Joe Thornton and Rick Nash, who spent the previous lockout in Switzerland, are reportedly making arrangements to head back for a second tour.
Teemu Selanne is in talks to return to his old team in Finland. And the once-ignored American Hockey League, which releases its now highly anticipated schedule on Friday, is about to become the hottest ticket in town.
All because Gary Bettman and Donald Fehr would rather come up with inventive ways to say “far apart” than lock themselves in a room and actually work on bridging the so-called gap that exists between the two sides.
Who knows? Maybe this is all just posturing. Maybe a deal will be worked out just in time for the season opener on Oct. 13. Maybe we just need to sit back, relax and let the negotiation process work itself out.
But with the current collective bargaining agreement due to expire on Sept. 15, it seems likely that the season will not start on time and that a month or more will be lost, which is sad and depressing and really kind of stupid.

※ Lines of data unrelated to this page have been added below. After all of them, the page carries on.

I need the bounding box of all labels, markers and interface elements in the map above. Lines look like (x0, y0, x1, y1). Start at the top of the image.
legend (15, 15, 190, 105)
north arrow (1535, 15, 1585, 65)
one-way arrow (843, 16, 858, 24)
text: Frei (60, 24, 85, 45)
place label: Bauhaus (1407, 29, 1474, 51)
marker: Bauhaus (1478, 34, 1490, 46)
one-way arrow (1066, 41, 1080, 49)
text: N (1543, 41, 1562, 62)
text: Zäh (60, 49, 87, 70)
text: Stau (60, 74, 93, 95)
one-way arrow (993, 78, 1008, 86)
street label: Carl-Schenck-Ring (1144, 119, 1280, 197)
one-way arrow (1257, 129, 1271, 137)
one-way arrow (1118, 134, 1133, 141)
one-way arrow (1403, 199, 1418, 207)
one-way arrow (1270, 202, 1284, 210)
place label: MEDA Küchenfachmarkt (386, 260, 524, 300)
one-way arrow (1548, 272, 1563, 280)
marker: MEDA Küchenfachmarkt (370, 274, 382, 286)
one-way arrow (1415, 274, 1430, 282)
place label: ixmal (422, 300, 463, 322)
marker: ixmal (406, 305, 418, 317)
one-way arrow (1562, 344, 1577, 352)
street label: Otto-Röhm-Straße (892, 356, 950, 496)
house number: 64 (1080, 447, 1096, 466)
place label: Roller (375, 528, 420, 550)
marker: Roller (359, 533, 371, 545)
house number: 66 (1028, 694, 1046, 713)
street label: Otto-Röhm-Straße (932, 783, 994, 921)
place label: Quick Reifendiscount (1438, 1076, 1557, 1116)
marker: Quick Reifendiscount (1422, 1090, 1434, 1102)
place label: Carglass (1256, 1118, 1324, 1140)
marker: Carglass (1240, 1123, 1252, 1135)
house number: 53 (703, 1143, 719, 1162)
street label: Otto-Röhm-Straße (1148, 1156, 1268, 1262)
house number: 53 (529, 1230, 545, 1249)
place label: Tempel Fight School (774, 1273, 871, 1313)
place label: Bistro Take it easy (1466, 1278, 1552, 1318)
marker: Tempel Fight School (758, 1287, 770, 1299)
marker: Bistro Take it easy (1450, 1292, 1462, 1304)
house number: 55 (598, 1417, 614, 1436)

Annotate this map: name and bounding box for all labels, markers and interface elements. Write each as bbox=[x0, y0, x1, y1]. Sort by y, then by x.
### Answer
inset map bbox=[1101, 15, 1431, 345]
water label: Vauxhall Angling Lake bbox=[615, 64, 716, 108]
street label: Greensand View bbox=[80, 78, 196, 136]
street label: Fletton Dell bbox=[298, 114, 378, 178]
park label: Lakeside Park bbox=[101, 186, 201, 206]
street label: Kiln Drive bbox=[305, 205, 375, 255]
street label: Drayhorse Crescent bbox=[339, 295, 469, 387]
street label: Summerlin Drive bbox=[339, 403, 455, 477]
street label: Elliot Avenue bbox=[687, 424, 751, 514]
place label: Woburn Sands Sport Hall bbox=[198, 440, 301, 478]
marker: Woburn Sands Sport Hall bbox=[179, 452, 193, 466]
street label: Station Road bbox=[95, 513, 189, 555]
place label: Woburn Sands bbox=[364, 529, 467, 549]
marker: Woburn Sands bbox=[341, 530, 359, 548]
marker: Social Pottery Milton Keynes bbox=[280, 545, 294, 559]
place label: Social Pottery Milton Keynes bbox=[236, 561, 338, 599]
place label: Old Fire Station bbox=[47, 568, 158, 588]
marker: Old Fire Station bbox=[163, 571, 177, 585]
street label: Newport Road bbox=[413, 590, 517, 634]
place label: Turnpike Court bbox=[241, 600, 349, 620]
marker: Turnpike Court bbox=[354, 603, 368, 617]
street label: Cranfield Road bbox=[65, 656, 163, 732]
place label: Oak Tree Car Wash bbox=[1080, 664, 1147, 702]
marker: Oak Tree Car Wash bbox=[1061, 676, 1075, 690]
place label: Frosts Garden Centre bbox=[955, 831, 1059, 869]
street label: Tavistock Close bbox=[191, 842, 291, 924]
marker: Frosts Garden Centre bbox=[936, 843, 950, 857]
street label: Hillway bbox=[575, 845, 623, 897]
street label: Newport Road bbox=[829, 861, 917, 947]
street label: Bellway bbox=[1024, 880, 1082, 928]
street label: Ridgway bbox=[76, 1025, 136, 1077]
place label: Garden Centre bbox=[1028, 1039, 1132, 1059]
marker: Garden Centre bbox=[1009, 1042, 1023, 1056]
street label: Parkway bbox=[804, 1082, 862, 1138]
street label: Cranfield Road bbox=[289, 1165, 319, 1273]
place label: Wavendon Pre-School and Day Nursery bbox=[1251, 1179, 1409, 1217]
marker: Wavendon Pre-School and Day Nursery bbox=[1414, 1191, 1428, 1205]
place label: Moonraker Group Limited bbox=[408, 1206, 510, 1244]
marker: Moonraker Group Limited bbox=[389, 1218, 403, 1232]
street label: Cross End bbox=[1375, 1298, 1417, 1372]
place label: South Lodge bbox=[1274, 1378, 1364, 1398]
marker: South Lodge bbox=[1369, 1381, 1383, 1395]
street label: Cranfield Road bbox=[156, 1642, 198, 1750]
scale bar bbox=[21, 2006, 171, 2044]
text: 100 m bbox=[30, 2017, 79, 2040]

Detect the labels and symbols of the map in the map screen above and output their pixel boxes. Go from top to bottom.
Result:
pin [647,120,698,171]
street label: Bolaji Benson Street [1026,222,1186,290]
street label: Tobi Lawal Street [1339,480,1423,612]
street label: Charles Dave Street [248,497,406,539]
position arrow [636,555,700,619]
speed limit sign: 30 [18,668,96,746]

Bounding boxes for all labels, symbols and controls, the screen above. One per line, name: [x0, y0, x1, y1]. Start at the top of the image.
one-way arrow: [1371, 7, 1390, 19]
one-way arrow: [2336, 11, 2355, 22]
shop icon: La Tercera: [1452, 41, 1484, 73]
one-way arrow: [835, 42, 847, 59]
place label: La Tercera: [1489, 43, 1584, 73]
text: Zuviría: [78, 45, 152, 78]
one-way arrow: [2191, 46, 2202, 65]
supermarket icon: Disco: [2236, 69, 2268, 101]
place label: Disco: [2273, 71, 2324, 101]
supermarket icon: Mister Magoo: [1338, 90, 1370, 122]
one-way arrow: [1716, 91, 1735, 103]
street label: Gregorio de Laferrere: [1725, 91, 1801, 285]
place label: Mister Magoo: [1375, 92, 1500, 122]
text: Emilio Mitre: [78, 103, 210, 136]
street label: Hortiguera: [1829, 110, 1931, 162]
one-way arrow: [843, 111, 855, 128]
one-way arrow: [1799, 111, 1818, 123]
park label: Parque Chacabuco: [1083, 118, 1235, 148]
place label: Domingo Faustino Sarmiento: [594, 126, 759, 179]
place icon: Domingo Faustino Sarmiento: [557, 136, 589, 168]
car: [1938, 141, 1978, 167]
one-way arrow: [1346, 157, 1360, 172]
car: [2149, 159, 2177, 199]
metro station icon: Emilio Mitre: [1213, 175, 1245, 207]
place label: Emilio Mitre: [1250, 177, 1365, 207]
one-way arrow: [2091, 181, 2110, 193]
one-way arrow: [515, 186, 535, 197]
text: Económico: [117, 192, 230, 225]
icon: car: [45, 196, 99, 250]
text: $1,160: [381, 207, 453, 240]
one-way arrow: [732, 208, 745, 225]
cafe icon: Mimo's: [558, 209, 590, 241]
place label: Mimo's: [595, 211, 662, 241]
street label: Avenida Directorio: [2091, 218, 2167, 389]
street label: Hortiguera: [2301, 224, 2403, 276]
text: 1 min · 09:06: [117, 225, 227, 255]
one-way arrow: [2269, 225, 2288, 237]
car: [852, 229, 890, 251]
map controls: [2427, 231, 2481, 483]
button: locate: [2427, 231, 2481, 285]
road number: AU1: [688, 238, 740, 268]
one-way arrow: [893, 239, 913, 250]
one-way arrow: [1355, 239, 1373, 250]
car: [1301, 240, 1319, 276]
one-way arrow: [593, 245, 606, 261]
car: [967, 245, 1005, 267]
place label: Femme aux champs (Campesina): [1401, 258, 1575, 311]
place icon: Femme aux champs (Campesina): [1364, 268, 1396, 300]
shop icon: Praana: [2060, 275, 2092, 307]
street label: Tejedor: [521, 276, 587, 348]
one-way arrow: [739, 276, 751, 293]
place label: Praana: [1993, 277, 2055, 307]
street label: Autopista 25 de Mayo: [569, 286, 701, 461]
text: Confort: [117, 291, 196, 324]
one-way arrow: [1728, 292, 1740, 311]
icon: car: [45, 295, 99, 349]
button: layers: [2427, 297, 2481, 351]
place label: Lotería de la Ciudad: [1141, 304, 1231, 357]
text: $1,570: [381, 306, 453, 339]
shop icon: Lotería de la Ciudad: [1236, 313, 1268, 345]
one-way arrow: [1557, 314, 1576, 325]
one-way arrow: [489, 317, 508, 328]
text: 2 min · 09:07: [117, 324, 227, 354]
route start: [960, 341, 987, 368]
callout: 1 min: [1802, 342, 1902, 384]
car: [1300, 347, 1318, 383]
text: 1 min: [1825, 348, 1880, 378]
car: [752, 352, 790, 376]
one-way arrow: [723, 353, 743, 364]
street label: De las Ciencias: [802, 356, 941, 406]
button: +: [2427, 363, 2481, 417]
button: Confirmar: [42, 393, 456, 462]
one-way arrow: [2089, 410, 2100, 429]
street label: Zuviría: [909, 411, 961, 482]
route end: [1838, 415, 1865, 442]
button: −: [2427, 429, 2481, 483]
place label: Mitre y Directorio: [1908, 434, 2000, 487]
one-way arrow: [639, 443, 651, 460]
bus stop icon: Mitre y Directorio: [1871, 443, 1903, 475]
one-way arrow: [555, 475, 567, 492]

Remember the last time that the doors locked on the NHL? NBC was forced to show The Purina Incredible Dog Challenge. Instead of hockey, people sat around and watched puppies jumping through hoops. The drama!
That cannot happen. Not again.
And yet, someone is going to have to compromise. That “monetary gulf,” as described by Fehr, has to be bridged by both sides.
We are talking billions of dollars and big egos, so it will not be easy. The owners want the players to take a smaller piece of the pie, by cutting player salaries by 24% and decreasing their share of league revenue to 43% from 57%.
The players are willing to keep what they have but give up a claim on additional revenues earned for the next three years. But they also want the league’s wealthier owners to be responsible for propping up the have-nots of the league.
Which side is right? Neither, if another lockout occurs.
And yet, we appear to be heading that way. Bettman has already stated that if the CBA expires on Sept. 15 without a new one in place, hockey will not be played. Fehr has warned union members to be prepared for that.
It could just be a bluff. Then again, what if it is not? Canadian hockey fans are a loyal bunch. But how many fringe fans were lost from the previous lockout? How many more are at risk this time around?
How many players will hang up the skates if a month or more is lost? How many franchises can survive when the only tenants in their arenas are rock bands and ice capades? How can the NHL, which signed a US$200-million agreement with NBC in 2011, go back to blackouts?
How could a sport that is still considered a distant fourth among North American team sports, risk losing more popularity?
I don’t want to think about it. So, I am going to close my eyes. And when I open them up again, I just want handshakes and for hockey to start on time.